After all, Massachusetts is an attractive market. Currently, only 19 insurers sell private passenger auto coverage in the Commonwealth (compared to an average of 36 per state nationally). In addition, Massachusetts ranks among the top five states in most expensive auto insurance premiums and among the top ten in number of insured automobiles, according to the Insurance Information Institute.

Auto insurance online is a big business
Even though GEICO and Progressive are giants in the auto insurance world, neither currently offers private passenger coverage in Massachusetts, and even with the announcement of these relaxed restrictions, neither has officially filed to enter the Bay State. But that may only be a matter of time. Check out the overall growth in online visitors to these top two online sellers from the past few years, which rank third and fourth nationally in terms of share of total auto insurance premiums written. (Progressive holds 7.3% and GEICO holds 6.7% of private passenger auto direct premiums written in the U.S.)

History often repeats — New Jersey as an example
Similar to Massachusetts, New Jersey chose to overhaul its auto insurance regulations back in 2003. A year later, GEICO joined the New Jersey market, after it received approvals to set rates based on a driver’s occupation and education in addition to credit history. GEICO then became the first insurer in New Jersey to offer online binding for auto policies. Progressive soon followed, entering New Jersey’s market in 2006.

The sequence of events in New Jersey between 2003 and 2006 may be an indicator for what could happen in Massachusetts starting in 2008. As you can see, GEICO and Progressive have more than doubled their share of New Jersey motorists’ attention since 2004, and subsequently, have become a true competitive threat to the state’s traditional leaders in the market.
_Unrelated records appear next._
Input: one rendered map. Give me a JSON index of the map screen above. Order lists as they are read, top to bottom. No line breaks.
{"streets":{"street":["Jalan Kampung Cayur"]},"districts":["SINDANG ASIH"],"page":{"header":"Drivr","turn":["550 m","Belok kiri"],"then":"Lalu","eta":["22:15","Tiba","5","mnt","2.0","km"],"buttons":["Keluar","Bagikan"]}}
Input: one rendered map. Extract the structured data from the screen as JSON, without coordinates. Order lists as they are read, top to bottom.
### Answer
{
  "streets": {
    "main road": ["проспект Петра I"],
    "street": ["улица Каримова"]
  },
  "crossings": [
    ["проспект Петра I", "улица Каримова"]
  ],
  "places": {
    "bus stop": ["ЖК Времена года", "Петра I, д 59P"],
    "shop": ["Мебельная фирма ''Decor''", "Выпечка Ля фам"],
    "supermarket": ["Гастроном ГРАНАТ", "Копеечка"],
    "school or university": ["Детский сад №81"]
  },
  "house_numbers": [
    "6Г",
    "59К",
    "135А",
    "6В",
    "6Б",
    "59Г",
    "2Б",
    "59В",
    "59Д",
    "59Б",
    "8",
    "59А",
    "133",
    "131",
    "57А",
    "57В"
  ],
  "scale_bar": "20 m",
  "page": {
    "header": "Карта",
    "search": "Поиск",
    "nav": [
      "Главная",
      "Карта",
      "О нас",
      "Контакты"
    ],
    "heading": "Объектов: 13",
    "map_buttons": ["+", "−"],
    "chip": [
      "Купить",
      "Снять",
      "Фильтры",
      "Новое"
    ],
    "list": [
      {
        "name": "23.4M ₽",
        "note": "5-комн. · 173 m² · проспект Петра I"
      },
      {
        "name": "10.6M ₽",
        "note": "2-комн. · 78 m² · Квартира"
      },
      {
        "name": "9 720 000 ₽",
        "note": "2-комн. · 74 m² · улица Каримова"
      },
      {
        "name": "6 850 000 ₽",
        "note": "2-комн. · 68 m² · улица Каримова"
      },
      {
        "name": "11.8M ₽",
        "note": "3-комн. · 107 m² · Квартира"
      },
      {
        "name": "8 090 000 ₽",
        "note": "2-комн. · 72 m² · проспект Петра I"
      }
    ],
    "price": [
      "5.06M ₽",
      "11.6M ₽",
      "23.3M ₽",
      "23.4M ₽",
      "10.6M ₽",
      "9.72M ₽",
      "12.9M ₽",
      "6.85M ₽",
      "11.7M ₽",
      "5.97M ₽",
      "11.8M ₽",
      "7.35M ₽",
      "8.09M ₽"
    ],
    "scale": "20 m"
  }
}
Massachusetts’ auto insurance market appears to be even more vulnerable than New Jersey’s was. There is considerable growing interest online from Massachusetts in GEICO and Progressive vs. national growth — despite the fact that neither currently sell in Massachusetts. While the massive advertising dollars these companies have invested are certainly driving growth nationally (e.g., GEICO spent more than $500M in 2006), the large interest by Massachusetts online visitors seems indicative of the risk current Massachusetts insurers may face in losing existing customers if competitors like GEICO and Progressive enter the state.


More clues

In addition to giving insurers freedom to compete on rates, the possibility that Massachusetts might relax restrictions on using socioeconomic factors in rate setting could make Massachusetts even more attractive. The signs that GEICO and Progressive are considering entering Massachusetts are evident. Warren Buffett (CEO of Berkshire Hathaway, parent of GEICO) told the Boston Globe in August 2007 that he would like to see GEICO in Massachusetts. And just last month, Progressive appeared to be testing the waters by applying for a license to sell personal auto policies in Massachusetts.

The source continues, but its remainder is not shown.